» Source information:
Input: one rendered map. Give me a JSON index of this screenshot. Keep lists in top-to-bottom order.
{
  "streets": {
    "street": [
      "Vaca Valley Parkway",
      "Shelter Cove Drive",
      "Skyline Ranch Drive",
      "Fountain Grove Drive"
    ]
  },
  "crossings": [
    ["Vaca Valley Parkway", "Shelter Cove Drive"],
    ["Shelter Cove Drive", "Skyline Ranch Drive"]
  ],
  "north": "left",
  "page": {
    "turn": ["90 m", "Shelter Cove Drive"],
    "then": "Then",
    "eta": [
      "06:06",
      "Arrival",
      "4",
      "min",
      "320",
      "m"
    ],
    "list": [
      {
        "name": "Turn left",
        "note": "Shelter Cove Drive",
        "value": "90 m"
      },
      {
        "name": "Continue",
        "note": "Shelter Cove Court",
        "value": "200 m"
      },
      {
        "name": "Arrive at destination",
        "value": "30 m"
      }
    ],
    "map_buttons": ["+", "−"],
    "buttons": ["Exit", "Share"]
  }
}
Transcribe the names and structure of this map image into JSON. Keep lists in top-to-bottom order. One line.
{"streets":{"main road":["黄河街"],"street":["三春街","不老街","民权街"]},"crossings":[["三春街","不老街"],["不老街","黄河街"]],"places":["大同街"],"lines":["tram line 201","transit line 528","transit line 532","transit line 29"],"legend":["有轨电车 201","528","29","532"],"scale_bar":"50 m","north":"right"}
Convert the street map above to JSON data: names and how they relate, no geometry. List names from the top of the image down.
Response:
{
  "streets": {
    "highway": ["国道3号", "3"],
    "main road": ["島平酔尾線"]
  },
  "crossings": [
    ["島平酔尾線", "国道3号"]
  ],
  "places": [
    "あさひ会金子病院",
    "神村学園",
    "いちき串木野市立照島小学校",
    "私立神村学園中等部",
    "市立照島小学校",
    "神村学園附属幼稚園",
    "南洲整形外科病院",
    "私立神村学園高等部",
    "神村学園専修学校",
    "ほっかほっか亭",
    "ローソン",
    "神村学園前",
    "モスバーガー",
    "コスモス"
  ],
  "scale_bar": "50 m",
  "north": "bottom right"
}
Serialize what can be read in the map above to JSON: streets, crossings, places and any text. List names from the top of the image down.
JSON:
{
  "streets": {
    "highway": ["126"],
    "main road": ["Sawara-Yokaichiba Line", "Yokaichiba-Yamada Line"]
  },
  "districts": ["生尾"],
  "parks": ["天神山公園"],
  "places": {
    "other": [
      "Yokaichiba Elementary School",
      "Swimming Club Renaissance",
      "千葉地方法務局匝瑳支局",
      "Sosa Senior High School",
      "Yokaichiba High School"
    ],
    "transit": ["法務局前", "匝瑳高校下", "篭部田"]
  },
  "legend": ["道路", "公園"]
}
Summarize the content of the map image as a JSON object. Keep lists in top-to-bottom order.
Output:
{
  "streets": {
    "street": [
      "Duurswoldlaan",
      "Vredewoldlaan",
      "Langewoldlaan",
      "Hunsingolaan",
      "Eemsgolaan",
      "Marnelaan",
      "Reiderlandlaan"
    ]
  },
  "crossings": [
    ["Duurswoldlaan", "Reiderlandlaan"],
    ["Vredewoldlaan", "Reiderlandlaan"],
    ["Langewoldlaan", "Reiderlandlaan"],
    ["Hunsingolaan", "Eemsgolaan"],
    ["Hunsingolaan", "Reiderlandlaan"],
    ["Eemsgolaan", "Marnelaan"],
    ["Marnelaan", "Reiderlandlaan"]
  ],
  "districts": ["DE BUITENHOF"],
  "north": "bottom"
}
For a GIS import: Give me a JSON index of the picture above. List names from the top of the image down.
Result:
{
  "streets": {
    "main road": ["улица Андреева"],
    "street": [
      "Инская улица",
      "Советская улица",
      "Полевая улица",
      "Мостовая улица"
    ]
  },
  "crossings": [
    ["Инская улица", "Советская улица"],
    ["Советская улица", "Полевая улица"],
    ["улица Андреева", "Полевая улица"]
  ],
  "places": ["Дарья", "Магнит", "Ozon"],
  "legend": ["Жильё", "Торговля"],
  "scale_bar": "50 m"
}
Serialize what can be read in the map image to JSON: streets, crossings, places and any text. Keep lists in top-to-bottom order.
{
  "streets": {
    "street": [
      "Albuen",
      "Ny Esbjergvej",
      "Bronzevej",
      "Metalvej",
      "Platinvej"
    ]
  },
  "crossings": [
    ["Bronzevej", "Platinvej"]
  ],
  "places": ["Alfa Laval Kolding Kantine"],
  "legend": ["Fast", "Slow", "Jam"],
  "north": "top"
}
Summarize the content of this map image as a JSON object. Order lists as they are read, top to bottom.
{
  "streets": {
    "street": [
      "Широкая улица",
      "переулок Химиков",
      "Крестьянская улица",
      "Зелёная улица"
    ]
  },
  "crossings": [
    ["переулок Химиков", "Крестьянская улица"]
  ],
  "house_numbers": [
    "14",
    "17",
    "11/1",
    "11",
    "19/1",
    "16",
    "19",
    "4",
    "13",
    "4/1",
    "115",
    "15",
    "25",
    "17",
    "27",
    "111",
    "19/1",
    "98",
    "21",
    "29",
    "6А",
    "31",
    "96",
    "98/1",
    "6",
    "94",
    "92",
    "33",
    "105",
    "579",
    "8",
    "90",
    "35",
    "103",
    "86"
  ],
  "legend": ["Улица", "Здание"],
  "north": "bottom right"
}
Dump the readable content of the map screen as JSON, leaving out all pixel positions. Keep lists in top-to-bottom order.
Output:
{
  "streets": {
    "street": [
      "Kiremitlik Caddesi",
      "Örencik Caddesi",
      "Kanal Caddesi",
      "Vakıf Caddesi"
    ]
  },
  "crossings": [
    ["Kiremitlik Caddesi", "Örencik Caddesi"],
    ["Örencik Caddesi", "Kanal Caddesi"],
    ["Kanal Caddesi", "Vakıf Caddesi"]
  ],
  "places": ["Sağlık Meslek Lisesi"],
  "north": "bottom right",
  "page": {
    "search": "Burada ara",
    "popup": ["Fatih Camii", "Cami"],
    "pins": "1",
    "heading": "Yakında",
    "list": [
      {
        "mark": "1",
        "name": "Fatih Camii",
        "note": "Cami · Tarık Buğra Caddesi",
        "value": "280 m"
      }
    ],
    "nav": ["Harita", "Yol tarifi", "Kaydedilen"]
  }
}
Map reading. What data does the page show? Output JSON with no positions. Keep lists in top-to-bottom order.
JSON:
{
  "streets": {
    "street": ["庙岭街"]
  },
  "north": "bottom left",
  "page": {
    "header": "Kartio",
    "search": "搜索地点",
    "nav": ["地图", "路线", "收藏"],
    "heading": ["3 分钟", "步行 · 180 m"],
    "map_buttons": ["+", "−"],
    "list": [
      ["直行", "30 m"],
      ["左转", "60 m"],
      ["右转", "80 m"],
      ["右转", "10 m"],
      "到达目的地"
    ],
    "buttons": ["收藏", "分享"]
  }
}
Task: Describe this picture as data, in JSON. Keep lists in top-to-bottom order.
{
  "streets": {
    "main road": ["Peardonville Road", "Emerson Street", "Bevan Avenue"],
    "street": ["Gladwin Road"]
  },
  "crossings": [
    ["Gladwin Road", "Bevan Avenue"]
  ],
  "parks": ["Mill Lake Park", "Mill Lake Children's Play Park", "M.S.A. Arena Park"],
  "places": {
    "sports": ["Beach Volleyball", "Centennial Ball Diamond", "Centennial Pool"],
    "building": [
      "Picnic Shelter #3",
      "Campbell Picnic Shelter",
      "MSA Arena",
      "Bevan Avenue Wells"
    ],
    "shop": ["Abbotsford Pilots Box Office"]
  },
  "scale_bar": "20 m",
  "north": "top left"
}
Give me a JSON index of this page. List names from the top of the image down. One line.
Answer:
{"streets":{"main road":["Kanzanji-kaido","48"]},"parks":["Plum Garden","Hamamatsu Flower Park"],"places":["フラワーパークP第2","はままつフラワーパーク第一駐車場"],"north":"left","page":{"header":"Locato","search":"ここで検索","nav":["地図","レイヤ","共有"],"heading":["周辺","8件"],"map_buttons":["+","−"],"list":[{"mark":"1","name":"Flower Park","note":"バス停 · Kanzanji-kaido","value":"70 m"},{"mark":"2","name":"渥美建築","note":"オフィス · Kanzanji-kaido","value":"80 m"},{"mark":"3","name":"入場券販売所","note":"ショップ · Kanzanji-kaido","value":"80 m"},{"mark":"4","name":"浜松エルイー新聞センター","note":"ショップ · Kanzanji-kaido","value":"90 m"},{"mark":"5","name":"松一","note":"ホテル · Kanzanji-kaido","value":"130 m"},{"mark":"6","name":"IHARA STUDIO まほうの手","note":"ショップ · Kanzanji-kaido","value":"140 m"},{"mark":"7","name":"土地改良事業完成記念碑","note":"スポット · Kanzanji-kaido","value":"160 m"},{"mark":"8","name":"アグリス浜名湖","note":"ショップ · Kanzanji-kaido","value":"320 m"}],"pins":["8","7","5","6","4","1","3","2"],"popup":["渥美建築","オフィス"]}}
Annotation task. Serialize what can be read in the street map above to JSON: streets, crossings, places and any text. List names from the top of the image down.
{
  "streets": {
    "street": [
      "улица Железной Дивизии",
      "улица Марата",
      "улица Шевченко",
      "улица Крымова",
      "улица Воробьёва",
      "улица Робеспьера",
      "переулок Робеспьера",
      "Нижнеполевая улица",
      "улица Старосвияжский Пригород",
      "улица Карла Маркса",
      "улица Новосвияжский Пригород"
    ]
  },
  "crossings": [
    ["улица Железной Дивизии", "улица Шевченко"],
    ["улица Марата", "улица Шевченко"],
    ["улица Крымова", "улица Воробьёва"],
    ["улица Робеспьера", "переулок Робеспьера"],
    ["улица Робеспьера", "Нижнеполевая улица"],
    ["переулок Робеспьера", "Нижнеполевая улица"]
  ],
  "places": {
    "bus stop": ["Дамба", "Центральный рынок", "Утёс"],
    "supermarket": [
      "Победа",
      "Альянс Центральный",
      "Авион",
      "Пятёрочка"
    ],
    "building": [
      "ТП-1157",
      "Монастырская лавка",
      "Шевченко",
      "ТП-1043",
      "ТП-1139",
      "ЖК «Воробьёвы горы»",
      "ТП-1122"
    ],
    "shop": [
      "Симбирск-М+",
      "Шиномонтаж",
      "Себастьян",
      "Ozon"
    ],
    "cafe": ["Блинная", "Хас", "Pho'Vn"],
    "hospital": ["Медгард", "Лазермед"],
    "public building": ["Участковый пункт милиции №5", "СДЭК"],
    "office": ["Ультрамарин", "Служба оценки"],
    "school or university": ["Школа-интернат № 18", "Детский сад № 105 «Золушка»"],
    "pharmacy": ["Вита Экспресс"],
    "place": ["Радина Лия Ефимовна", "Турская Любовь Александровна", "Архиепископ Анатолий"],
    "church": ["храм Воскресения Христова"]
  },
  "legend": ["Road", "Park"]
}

» Work instructions:
In the listing above, show every line with the word "positions".

» Response:
Dump the readable content of the map screen as JSON, leaving out all pixel positions. Keep lists in top-to-bottom order.
Map reading. What data does the page show? Output JSON with no positions. Keep lists in top-to-bottom order.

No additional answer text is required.